WORK TO COMPLETE
Your output should consist of the lines from the first line of the records below through the one with "0 #39393b) drop-shadow(-2px", exactly, minus the pictures.

INPUT DATA
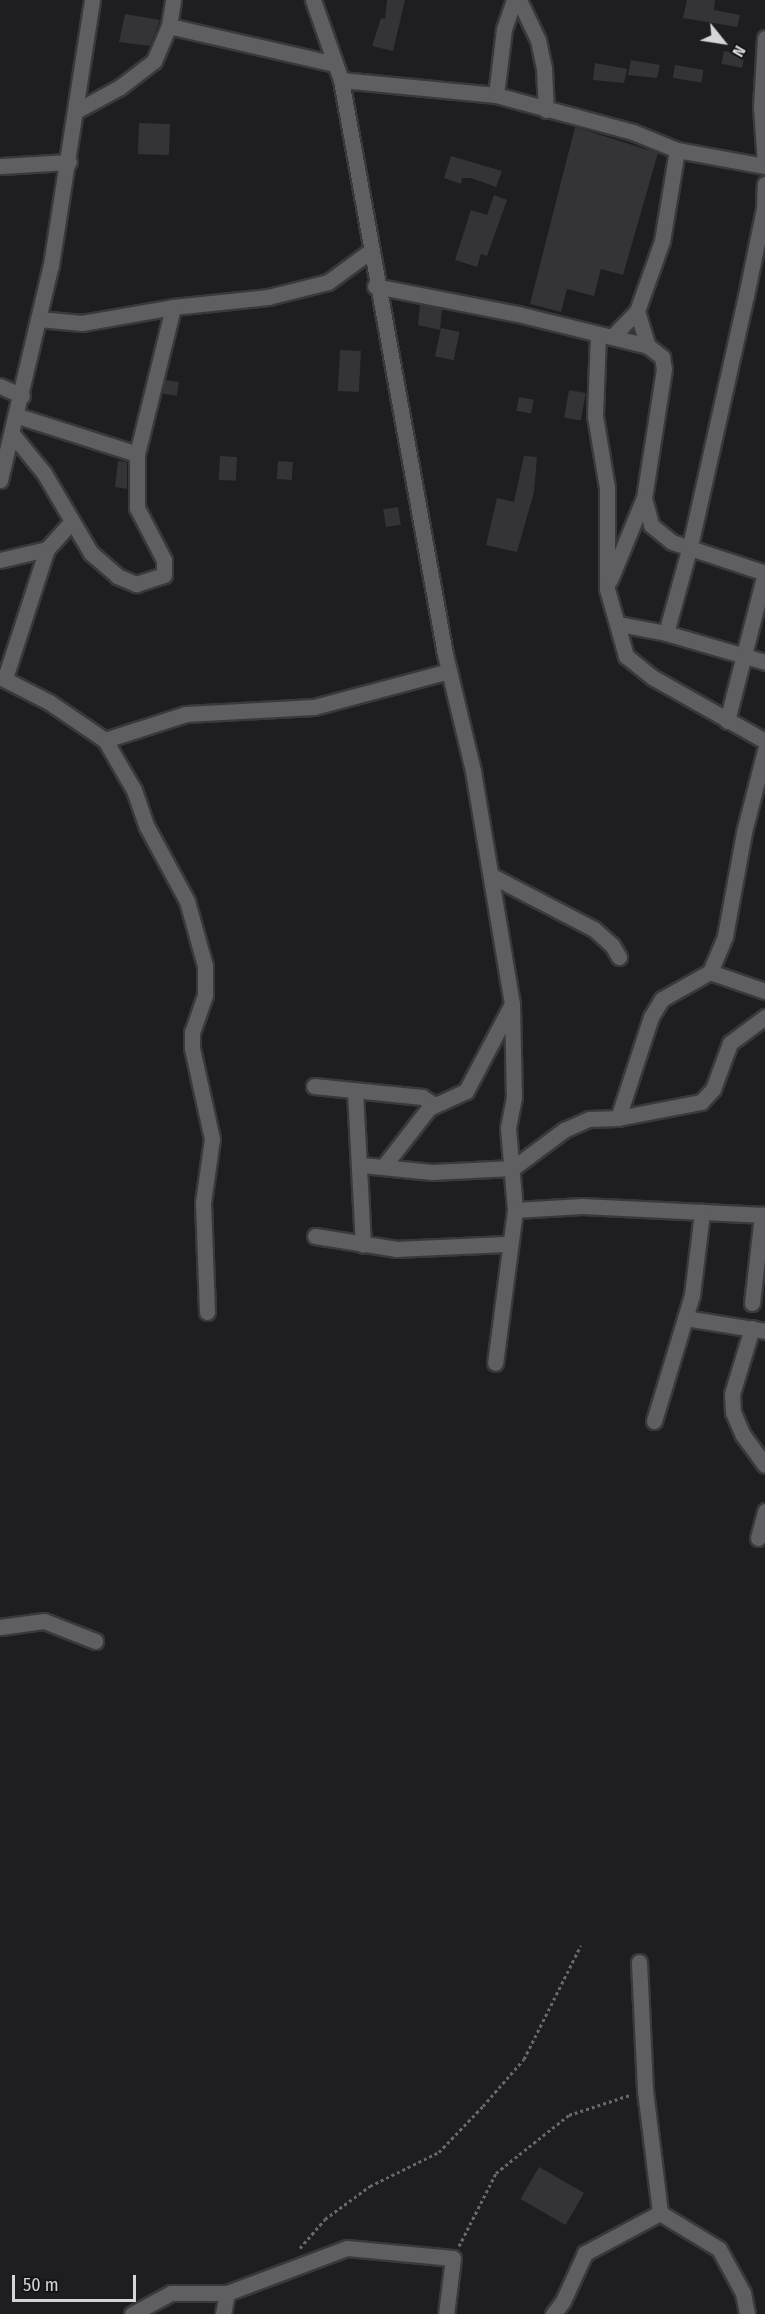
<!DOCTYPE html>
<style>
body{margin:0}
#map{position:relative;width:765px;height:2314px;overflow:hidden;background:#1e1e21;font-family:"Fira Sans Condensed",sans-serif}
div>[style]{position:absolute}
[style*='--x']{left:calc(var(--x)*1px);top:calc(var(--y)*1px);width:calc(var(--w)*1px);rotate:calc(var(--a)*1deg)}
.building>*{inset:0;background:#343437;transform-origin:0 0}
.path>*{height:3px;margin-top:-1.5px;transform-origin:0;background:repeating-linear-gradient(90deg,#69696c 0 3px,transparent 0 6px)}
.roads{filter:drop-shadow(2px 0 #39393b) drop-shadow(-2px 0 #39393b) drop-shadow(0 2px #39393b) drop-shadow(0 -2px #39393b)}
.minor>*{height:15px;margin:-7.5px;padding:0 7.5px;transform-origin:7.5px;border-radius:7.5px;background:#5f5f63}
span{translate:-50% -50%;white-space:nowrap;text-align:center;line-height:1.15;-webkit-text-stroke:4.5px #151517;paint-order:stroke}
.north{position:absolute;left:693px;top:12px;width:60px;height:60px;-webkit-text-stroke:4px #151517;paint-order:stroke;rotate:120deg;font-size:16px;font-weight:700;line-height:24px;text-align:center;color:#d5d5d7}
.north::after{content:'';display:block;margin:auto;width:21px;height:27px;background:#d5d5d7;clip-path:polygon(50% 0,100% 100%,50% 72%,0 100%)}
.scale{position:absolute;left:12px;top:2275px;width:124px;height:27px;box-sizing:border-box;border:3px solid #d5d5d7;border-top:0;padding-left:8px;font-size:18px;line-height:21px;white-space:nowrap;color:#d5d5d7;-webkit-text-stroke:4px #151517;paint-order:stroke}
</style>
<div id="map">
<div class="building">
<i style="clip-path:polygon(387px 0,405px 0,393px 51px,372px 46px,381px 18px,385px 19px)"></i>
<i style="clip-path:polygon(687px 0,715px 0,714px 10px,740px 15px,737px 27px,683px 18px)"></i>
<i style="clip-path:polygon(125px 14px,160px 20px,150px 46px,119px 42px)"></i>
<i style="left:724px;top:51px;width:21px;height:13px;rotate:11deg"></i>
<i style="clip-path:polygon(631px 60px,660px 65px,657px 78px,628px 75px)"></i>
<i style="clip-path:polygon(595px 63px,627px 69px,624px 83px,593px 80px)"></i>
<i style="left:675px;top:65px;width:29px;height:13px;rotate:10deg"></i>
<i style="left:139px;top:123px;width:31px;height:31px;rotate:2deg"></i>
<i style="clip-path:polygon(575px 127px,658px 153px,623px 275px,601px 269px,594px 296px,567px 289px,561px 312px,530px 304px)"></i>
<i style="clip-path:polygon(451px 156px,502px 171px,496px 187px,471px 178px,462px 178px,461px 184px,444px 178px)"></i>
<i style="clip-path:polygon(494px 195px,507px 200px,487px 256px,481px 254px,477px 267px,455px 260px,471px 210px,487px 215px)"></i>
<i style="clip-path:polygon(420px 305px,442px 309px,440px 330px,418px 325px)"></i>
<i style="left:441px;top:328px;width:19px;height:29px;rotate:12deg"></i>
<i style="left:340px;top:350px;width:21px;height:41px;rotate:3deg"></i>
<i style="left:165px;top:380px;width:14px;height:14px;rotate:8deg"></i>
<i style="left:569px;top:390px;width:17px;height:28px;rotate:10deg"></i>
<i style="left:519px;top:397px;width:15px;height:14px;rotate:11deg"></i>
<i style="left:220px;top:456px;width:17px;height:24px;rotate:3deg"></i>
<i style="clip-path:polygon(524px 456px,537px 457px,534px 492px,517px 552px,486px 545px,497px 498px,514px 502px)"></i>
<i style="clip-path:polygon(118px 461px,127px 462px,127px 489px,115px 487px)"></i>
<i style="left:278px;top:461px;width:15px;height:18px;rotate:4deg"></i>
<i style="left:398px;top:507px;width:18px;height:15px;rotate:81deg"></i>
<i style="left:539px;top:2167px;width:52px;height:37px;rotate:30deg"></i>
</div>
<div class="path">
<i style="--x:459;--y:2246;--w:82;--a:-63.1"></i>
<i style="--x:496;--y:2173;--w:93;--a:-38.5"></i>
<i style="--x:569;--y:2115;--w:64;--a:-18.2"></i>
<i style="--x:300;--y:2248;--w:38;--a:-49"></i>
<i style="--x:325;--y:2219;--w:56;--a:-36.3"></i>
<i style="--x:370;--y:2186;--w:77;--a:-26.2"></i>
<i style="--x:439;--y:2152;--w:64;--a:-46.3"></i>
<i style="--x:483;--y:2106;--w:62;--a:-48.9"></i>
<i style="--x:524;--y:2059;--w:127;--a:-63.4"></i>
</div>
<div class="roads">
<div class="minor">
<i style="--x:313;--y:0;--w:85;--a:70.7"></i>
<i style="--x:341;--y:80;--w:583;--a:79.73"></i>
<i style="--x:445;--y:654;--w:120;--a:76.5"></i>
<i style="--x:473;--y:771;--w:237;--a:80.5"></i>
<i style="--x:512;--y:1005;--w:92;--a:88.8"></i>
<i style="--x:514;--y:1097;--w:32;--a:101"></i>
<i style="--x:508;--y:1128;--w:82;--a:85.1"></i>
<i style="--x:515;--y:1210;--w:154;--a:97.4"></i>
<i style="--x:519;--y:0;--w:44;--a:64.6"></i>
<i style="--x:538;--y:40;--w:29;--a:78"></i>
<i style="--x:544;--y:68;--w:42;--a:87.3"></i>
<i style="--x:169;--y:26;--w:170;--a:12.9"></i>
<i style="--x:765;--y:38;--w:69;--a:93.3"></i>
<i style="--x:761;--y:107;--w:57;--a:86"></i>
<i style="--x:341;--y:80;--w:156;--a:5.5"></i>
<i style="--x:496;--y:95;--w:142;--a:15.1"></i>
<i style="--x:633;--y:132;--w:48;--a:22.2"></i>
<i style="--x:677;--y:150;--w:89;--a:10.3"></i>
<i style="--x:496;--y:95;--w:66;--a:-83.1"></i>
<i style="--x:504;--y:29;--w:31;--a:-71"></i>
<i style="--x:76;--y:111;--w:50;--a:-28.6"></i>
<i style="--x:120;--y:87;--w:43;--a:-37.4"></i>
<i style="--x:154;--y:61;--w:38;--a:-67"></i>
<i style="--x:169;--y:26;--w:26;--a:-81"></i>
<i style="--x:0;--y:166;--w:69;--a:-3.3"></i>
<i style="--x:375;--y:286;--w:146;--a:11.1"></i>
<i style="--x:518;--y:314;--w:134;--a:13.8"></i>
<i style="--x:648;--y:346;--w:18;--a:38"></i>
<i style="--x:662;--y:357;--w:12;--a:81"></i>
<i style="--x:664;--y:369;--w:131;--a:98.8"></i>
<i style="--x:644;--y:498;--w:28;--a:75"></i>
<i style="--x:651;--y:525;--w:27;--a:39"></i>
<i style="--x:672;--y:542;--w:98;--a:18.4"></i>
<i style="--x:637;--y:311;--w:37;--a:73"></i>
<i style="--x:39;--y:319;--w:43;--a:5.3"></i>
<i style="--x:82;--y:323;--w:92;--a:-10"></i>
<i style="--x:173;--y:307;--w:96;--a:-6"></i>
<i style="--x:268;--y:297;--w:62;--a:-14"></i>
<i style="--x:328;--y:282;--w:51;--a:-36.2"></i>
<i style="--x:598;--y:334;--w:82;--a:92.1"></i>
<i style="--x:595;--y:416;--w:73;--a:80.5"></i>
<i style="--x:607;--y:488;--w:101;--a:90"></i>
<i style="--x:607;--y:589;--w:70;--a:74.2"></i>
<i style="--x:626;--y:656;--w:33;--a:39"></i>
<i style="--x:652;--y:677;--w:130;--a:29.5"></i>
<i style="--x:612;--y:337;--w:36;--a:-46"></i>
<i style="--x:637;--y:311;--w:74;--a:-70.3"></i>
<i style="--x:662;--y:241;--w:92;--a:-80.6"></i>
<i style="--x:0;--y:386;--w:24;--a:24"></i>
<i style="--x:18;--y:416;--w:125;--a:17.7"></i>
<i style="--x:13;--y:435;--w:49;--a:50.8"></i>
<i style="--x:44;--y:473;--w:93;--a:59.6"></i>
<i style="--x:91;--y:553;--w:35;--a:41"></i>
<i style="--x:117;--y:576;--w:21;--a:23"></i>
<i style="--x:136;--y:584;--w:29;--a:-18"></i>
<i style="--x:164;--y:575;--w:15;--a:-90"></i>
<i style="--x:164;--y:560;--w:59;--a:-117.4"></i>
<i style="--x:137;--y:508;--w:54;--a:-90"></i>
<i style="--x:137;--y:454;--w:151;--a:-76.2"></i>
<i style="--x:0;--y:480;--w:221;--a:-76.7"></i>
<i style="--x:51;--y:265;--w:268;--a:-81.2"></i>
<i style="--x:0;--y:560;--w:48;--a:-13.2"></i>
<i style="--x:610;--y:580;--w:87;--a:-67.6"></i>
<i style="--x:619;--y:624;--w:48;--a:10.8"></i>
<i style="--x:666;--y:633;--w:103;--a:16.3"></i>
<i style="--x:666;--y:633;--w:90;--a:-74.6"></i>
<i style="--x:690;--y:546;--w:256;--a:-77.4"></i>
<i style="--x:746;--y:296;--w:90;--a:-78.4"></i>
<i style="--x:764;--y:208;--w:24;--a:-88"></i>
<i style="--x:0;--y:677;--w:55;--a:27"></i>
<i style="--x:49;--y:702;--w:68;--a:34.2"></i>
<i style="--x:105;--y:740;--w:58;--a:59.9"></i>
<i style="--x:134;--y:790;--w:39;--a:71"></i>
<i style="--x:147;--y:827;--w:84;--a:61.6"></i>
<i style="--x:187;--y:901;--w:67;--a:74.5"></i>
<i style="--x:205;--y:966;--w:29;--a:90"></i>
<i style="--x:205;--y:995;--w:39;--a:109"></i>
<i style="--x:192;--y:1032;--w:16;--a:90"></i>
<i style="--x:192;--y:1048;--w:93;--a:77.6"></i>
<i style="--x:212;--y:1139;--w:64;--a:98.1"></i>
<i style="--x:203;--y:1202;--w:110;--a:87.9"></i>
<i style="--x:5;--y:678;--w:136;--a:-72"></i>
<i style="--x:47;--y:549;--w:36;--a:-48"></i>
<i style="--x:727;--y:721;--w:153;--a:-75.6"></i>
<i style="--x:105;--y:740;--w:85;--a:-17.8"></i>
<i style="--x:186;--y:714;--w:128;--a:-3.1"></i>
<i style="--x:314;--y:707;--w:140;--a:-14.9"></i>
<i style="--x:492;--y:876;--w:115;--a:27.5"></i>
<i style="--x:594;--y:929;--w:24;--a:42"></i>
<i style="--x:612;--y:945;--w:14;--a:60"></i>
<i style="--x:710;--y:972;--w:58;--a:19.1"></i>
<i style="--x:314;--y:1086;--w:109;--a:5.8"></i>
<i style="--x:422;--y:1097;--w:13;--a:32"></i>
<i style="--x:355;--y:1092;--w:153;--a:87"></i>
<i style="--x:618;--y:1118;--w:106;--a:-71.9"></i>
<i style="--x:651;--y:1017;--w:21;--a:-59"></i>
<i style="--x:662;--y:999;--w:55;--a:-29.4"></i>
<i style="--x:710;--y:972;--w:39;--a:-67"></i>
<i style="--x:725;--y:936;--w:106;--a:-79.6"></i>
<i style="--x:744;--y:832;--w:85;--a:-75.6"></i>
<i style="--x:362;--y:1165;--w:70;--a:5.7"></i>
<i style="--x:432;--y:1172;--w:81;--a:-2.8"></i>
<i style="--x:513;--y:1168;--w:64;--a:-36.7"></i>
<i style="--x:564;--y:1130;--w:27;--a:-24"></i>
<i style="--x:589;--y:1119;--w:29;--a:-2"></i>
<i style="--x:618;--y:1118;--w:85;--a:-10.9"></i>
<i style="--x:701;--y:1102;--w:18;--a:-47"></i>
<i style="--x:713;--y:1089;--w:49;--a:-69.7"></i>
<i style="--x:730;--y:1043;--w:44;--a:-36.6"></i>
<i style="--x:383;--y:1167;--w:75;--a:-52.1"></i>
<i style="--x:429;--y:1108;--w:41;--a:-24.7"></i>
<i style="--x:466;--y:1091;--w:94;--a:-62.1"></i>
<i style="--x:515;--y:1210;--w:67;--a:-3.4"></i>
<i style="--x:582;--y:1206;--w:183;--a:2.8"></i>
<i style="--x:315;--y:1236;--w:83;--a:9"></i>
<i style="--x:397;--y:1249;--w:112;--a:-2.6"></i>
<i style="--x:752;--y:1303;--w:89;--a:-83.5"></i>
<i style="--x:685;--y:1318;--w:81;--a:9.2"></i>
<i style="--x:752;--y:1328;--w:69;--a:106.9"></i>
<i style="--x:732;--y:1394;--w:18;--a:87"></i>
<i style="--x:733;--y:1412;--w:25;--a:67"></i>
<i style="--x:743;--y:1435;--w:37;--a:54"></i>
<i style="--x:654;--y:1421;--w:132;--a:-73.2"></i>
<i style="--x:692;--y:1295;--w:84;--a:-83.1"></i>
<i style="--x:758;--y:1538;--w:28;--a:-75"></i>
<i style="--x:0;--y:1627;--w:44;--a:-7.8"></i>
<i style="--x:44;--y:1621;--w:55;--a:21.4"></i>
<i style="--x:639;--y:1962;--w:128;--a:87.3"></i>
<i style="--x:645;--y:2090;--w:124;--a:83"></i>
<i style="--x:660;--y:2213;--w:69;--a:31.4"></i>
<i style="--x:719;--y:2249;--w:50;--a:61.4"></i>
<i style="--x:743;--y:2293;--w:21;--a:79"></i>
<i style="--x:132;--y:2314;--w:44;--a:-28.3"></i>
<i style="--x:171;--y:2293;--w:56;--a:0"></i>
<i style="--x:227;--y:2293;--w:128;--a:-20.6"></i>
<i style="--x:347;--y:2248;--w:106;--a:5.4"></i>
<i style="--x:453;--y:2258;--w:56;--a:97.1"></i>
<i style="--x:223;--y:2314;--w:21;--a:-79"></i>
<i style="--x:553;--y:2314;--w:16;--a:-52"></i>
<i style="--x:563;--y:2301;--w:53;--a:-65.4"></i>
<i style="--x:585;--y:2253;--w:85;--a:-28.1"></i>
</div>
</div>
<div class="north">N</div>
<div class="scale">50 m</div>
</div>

RESPONSE BELOW
<!DOCTYPE html>
<style>
body{margin:0}
#map{position:relative;width:765px;height:2314px;overflow:hidden;background:#1e1e21;font-family:"Fira Sans Condensed",sans-serif}
div>[style]{position:absolute}
[style*='--x']{left:calc(var(--x)*1px);top:calc(var(--y)*1px);width:calc(var(--w)*1px);rotate:calc(var(--a)*1deg)}
.building>*{inset:0;background:#343437;transform-origin:0 0}
.path>*{height:3px;margin-top:-1.5px;transform-origin:0;background:repeating-linear-gradient(90deg,#69696c 0 3px,transparent 0 6px)}
.roads{filter:drop-shadow(2px 0 #39393b) drop-shadow(-2px 0 #39393b) drop-shadow(0 2px #39393b) drop-shadow(0 -2px #39393b)}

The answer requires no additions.